I held it by the two front corners and squeezed with my thumb and forefinger. The mechanism inside slid along its groove and I lifted the lid. “It was designed to stop servants discovering secrets,” I told Jamie, propping the lid open with its little brass bracket. “Granny liked it because she didn’t have to remember where the key was.”
The inside of the lid was mirrored, and the box had four compartments, where bottles and brushes for a lady’s toilette had originally been stored. These had gone, and in their place were several pieces of folded paper, stacked in piles.
I eyed them in dread. Was I about to see my father’s familiar handwriting? My nerve failed me. I could not bear for Jamie and, worse still, Doctor Hamish, to discover what I suspected. “Please, Jamie,” I pleaded, “these things are clearly someone’s secrets. Do you not think we should leave them alone?”

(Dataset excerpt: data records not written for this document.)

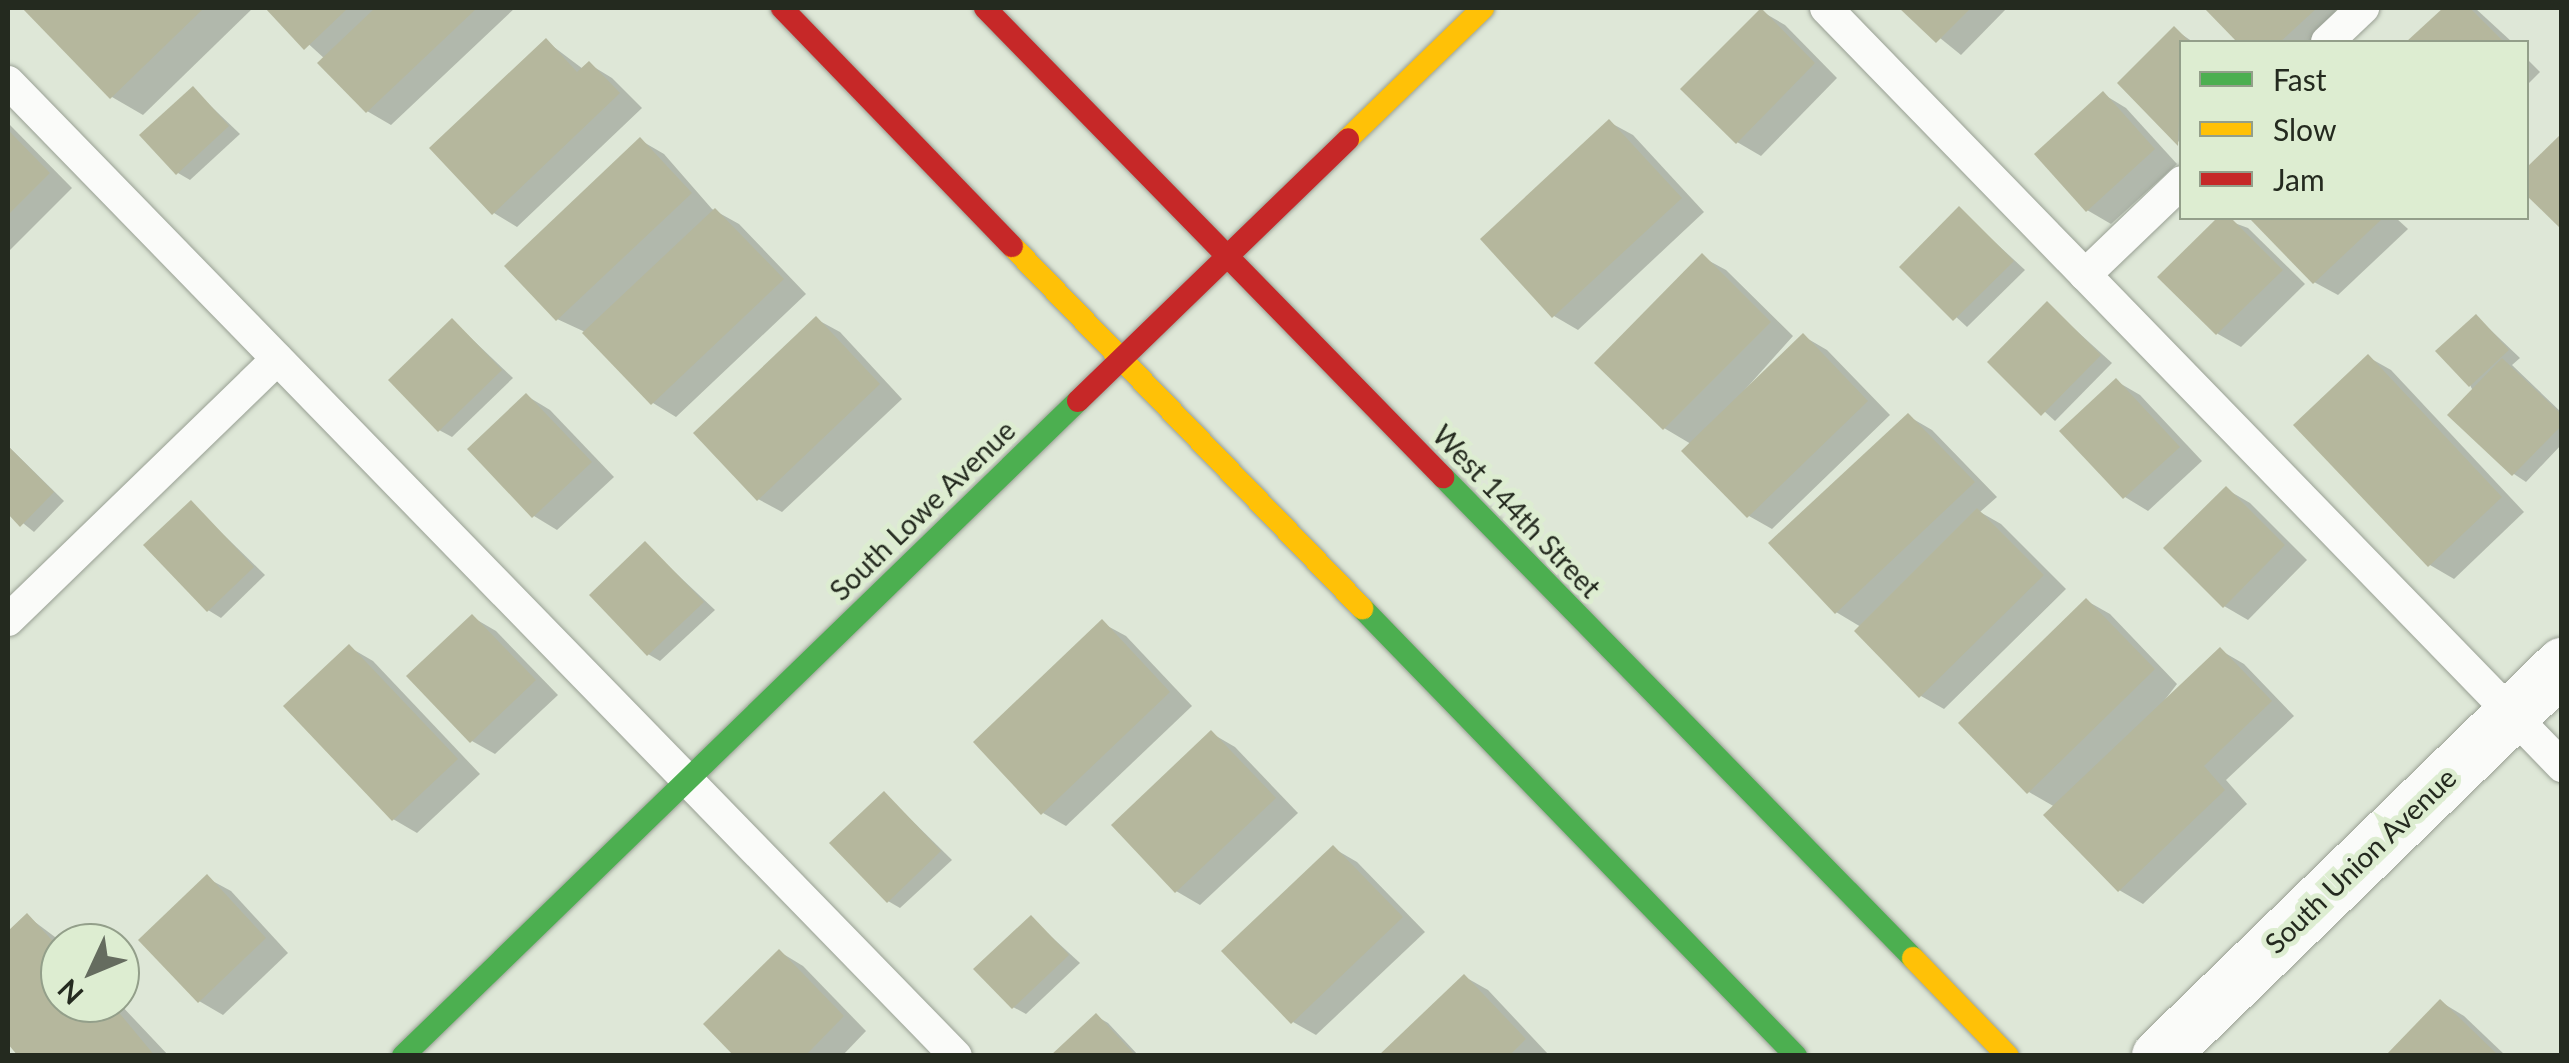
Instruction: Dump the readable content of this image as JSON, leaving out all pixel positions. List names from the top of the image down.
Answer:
{
  "streets": {
    "street": ["South Lowe Avenue", "West 144th Street", "South Union Avenue"]
  },
  "crossings": [
    ["South Lowe Avenue", "West 144th Street"]
  ],
  "legend": ["Fast", "Slow", "Jam"],
  "north": "bottom left"
}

“Of course not.” He scooped one pile out of its compartment. It was a collection of yellowing newspaper cuttings, tattered with age. “Now we have come this far, how can we leave them unread?” He turned the bundle over and over in his hand. “These cuttings are obviously important enough for someone to hide them down here. They must be about something scandalous, or at least interesting, Cat. How can you stand not to know what it is?”
Relief rushed over me. He was right; the contents of the box were more likely to commemorate some public event than the private one I had feared.

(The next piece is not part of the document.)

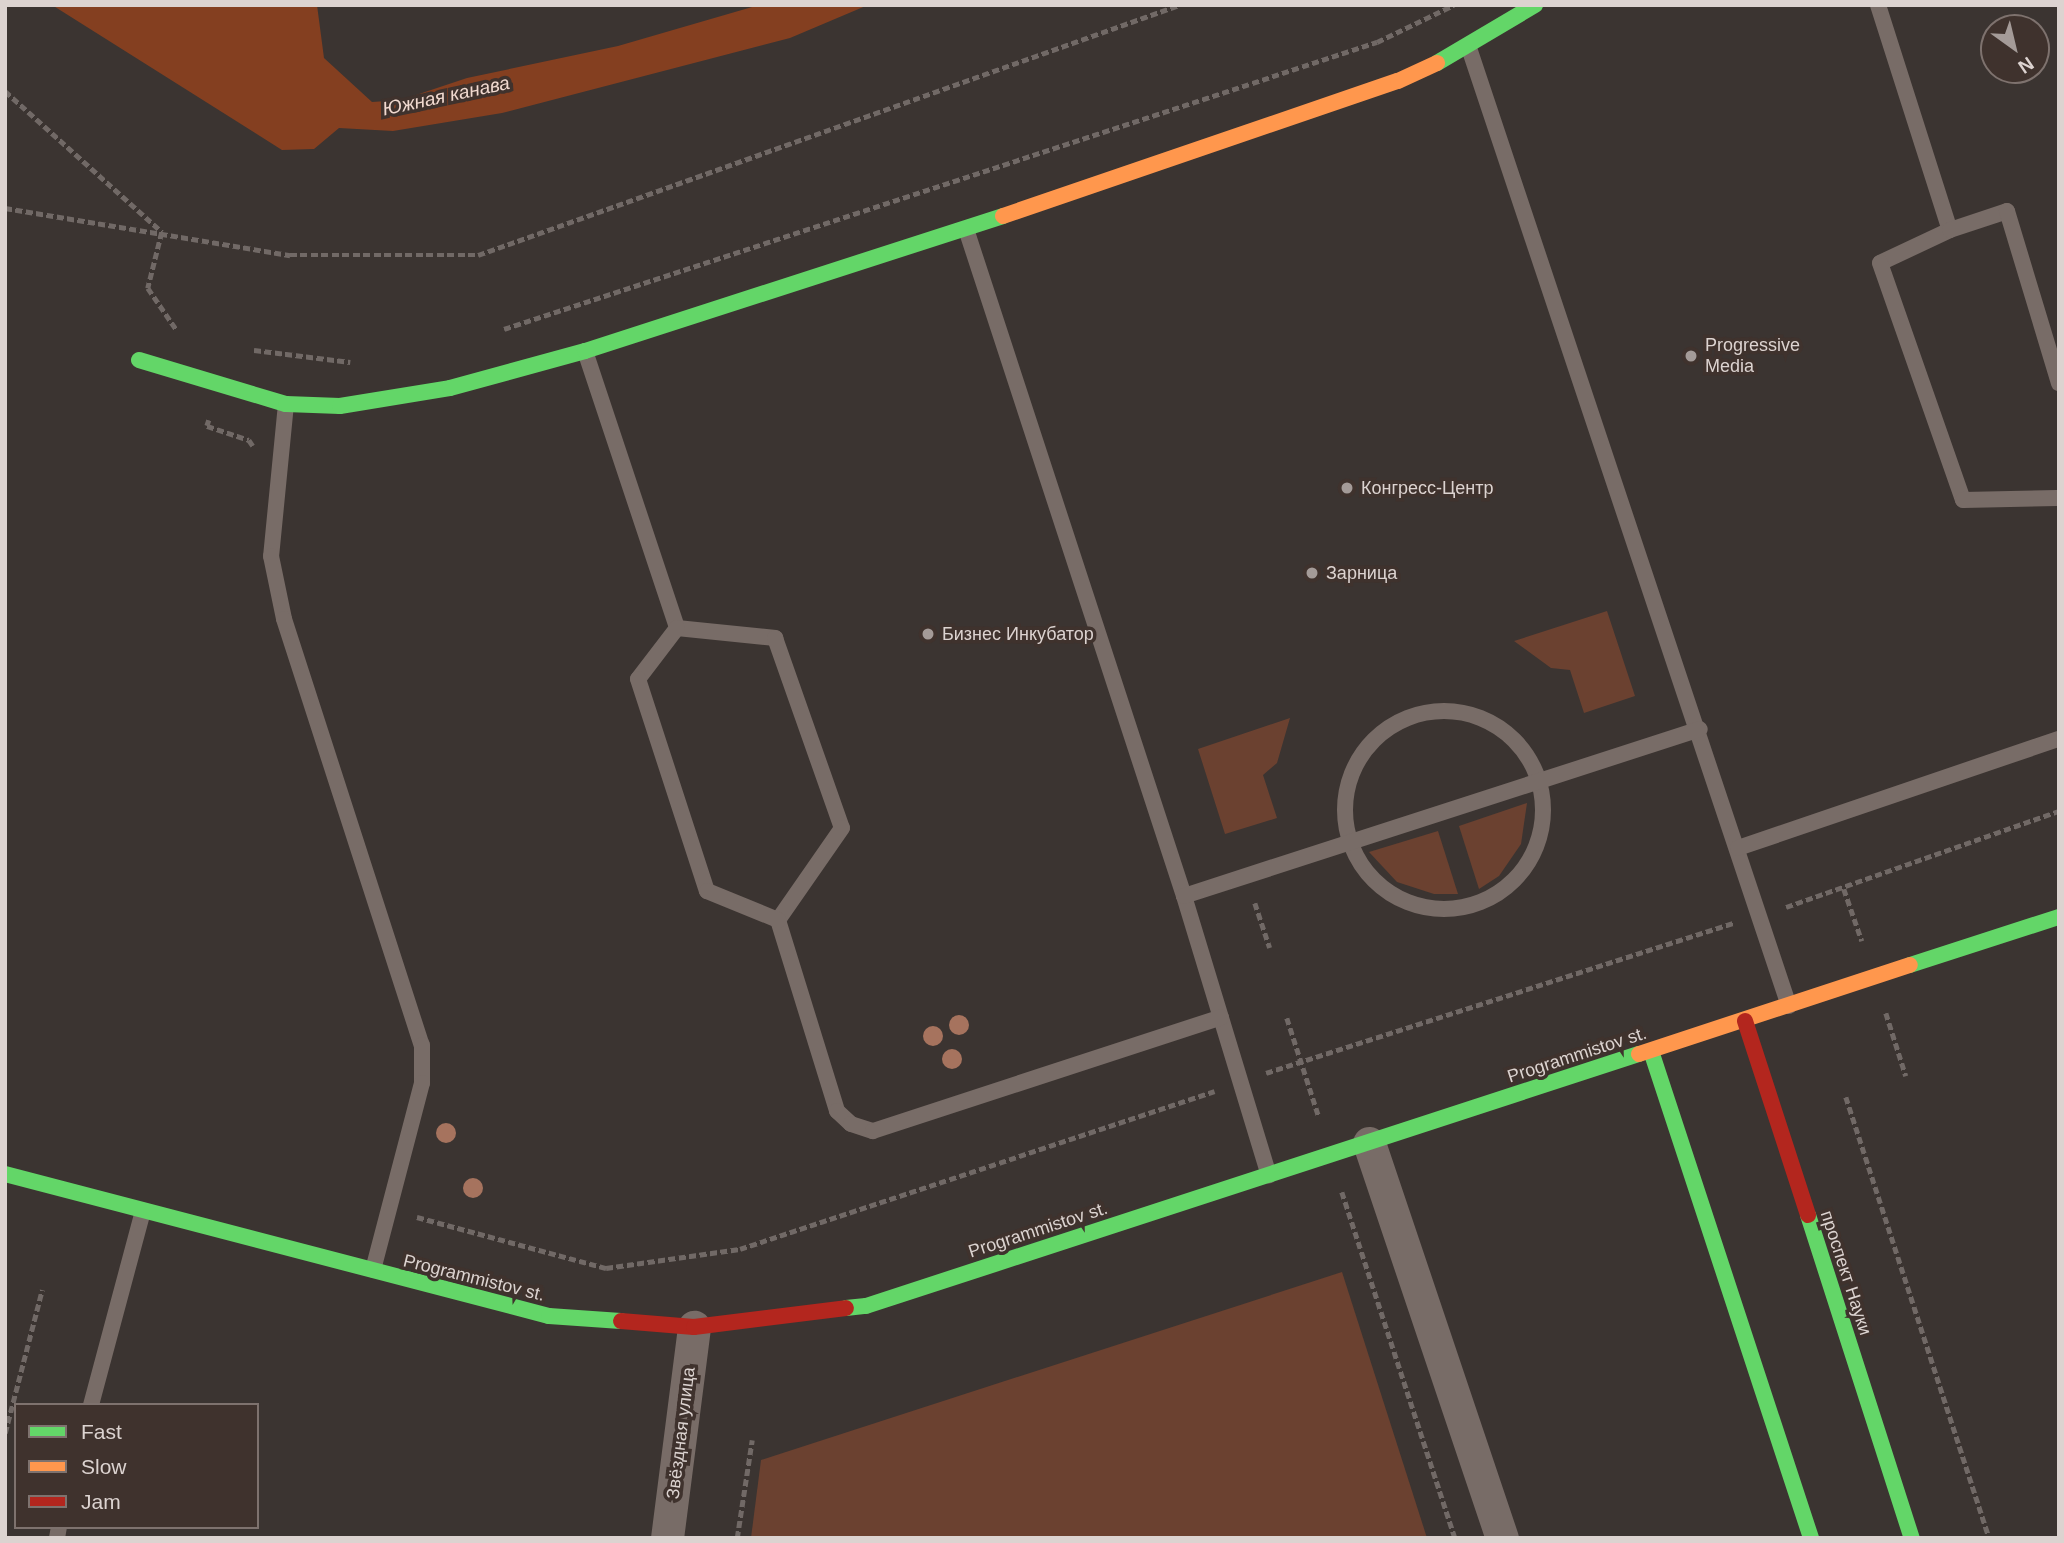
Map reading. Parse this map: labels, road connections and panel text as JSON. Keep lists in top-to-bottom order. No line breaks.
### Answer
{"streets":{"street":["Programmistov st.","проспект Науки","Звёздная улица"]},"crossings":[["Programmistov st.","проспект Науки"],["Programmistov st.","Звёздная улица"]],"water":["Южная канава"],"places":["Progressive Media","Конгресс-Центр","Зарница","Бизнес Инкубатор"],"legend":["Fast","Slow","Jam"],"north":"bottom right"}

“Good God, listen!” He had opened the first. “This is from
The Scotsman, dated 1st February, 1888. The headline is Advertisement by Family of Missing Girl, and then it goes on to say, Mrs Jean McAllister of Drumwithie, Lothian, widow of the late Reverend Herbert McAllister of Stirling, has placed an advertisement in this newspaper, and in several other newspapers throughout the British Isles. Information is sought as to the whereabouts of her daughter, Miss Lucy McAllister, 16, who was last seen on 8th December last year. Her disappearance is a source of great distress to Mrs McAllister and her elder daughter, Miss Anne McAllister, who wait daily for news. Please see the advertisement on page 12 for further information.
Jamie was staring at me, his eyes wider and wilder than I had ever seen them. “Lucy McAllister? This cannot be right. There is no Lucy. My mother has no sister.” He consulted the cutting again. “Sixteen! Younger than you! If Mother had a sister, why does Father not know of her?” His eyes clouded in bewilderment. “And if he does, why has he never…” He looked again at the scrap of paper in his hand. “They have kept her existence secret from me, haven’t they? For God’s sake, Cat, why would they do that?”
Revulsion suddenly took hold of me. I did not wish to be in this pseudo-room hewn from rock, leafing through old secrets in the eerie, yellow light. I had no desire to know if Jamie had an aunt or what had happened to her. I longed only for my bed. “It must be very late by now,” I said urgently. “And I am very cold. Shall we take these things away with us, and read them in daylight, in the house?”
He was reluctant, but he began to take the bundles of papers from the box, and put them in the inside pockets of his jacket. “I suppose we had better leave the box here, then.” He held out a bundle to me. “Put some in the pockets of those trousers.”